- _ASSIGNED TASK_: Transcribe the listing word for word. Begin at its first line and end with the line containing "0 #424242) drop-shadow(-2px".

- _EXERCISE DATA_:
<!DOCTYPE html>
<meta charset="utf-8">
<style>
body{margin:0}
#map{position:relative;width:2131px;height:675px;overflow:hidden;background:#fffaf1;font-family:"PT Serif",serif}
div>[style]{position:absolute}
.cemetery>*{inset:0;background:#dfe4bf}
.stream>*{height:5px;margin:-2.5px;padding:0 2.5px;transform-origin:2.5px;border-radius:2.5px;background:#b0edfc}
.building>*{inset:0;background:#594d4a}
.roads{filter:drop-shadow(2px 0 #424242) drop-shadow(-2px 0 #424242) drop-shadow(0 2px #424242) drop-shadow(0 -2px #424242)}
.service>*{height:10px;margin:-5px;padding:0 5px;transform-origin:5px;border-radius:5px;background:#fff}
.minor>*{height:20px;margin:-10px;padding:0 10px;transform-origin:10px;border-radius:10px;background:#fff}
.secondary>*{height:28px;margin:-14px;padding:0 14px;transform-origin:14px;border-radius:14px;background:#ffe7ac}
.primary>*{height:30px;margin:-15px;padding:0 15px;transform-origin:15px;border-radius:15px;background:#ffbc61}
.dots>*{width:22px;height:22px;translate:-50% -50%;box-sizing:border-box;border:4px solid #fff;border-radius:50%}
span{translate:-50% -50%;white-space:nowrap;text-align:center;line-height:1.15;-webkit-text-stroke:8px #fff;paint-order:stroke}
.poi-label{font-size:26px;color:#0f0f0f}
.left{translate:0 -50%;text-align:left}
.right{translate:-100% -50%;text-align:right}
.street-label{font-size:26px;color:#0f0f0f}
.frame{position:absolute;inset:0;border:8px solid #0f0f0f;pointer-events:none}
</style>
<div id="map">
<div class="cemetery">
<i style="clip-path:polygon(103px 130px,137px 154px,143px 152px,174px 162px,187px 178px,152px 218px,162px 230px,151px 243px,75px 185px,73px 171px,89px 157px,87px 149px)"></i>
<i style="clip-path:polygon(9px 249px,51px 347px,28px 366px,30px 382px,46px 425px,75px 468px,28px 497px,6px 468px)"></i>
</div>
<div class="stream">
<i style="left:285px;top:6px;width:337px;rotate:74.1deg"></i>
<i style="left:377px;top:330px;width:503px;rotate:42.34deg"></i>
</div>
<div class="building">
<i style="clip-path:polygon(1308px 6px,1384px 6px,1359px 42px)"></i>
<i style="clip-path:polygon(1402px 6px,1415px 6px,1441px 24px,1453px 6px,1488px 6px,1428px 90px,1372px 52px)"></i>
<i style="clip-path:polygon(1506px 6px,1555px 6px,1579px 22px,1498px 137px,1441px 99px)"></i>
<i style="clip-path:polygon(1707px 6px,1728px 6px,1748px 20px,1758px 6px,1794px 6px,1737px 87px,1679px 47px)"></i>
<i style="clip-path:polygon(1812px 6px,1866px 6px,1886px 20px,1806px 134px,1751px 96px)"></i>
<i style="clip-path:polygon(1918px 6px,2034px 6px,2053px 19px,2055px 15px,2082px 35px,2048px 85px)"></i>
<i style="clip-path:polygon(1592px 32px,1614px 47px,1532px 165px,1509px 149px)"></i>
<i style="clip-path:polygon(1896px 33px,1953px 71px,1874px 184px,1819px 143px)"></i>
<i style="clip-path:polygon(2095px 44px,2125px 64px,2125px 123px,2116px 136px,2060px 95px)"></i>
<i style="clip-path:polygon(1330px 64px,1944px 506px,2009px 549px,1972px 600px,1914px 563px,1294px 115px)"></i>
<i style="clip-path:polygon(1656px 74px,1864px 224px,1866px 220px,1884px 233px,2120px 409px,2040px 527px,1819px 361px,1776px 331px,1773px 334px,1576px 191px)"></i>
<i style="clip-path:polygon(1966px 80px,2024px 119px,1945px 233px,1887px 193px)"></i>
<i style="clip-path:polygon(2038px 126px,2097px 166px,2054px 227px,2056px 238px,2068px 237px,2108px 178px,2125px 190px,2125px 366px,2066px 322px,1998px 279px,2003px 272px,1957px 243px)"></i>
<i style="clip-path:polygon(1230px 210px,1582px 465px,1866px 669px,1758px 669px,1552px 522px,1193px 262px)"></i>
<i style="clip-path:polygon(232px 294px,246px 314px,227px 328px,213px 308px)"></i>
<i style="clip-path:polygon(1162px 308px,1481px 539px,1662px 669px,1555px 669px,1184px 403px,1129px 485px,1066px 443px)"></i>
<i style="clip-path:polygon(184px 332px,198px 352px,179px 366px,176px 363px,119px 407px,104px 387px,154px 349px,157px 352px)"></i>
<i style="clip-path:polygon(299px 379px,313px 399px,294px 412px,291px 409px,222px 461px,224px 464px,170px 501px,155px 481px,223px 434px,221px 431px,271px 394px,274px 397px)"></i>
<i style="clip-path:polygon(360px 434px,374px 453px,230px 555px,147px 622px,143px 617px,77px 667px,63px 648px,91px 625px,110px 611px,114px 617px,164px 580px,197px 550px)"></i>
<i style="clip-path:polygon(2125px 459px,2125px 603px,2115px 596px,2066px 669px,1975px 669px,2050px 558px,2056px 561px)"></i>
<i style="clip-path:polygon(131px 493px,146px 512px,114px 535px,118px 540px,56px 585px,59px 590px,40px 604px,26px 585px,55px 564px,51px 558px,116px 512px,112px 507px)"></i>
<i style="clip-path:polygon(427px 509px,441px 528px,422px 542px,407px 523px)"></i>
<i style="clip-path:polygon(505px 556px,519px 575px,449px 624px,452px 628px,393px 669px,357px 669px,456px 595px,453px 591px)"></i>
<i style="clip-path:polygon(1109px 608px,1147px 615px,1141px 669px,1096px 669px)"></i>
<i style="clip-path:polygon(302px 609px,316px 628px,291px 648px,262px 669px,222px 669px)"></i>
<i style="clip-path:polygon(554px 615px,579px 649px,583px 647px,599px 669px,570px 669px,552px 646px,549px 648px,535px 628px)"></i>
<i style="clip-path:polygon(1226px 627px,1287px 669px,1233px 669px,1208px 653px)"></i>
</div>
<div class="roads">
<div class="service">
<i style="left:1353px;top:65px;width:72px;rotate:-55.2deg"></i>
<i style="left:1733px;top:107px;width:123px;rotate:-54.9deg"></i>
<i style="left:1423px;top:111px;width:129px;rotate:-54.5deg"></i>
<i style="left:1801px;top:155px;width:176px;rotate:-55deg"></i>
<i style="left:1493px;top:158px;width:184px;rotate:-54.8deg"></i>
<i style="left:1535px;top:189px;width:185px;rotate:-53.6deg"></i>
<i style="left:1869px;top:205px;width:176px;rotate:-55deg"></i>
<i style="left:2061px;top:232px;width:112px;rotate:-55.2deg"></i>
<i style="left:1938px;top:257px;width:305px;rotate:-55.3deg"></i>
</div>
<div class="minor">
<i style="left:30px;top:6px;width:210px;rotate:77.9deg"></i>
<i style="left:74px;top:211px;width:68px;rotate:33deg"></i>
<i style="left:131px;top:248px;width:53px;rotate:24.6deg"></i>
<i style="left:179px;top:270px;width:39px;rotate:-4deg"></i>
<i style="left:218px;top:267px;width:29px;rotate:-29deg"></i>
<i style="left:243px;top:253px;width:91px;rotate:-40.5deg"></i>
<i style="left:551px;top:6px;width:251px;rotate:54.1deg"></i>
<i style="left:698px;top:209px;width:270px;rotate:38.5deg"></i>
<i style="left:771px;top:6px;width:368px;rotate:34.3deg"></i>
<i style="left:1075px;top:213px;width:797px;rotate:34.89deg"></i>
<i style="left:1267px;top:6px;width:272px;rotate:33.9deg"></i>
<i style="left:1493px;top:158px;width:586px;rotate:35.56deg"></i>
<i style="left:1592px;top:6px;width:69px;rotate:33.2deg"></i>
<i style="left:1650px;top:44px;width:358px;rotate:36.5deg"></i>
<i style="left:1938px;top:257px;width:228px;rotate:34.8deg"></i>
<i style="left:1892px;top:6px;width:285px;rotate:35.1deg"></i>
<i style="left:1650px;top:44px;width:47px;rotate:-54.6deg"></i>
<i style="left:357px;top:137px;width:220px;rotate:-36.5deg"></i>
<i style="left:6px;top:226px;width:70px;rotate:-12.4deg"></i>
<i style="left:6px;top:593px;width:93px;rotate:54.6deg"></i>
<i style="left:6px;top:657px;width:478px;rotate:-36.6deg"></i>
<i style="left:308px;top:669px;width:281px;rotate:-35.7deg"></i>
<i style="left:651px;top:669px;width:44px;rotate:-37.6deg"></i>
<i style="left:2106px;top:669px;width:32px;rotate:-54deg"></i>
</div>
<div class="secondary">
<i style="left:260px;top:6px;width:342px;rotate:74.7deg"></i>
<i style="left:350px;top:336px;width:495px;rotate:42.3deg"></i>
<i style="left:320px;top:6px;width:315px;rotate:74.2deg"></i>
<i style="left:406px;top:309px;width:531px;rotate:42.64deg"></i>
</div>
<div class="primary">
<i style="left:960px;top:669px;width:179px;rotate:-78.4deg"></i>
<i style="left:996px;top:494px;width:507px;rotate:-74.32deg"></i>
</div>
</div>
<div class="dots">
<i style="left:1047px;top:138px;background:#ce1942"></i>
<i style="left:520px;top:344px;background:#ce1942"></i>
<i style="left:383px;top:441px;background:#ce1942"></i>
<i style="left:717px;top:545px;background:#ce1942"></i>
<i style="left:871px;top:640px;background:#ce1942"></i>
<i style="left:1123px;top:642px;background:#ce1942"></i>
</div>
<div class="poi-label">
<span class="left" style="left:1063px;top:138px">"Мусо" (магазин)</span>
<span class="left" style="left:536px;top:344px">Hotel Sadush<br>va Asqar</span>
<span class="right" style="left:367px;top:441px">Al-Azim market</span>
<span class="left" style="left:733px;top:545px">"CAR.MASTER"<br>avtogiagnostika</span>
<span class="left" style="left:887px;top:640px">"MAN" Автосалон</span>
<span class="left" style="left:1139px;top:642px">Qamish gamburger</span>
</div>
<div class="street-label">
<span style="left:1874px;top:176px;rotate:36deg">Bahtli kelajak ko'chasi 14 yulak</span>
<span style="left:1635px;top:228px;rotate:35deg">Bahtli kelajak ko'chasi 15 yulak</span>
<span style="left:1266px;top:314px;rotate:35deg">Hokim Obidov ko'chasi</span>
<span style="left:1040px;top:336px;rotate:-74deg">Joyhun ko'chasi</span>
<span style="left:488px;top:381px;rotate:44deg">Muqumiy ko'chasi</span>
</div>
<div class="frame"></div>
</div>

- _SOLUTION TO THE EXERCISE_:
<!DOCTYPE html>
<meta charset="utf-8">
<style>
body{margin:0}
#map{position:relative;width:2131px;height:675px;overflow:hidden;background:#fffaf1;font-family:"PT Serif",serif}
div>[style]{position:absolute}
.cemetery>*{inset:0;background:#dfe4bf}
.stream>*{height:5px;margin:-2.5px;padding:0 2.5px;transform-origin:2.5px;border-radius:2.5px;background:#b0edfc}
.building>*{inset:0;background:#594d4a}
.roads{filter:drop-shadow(2px 0 #424242) drop-shadow(-2px 0 #424242) drop-shadow(0 2px #424242) drop-shadow(0 -2px #424242)}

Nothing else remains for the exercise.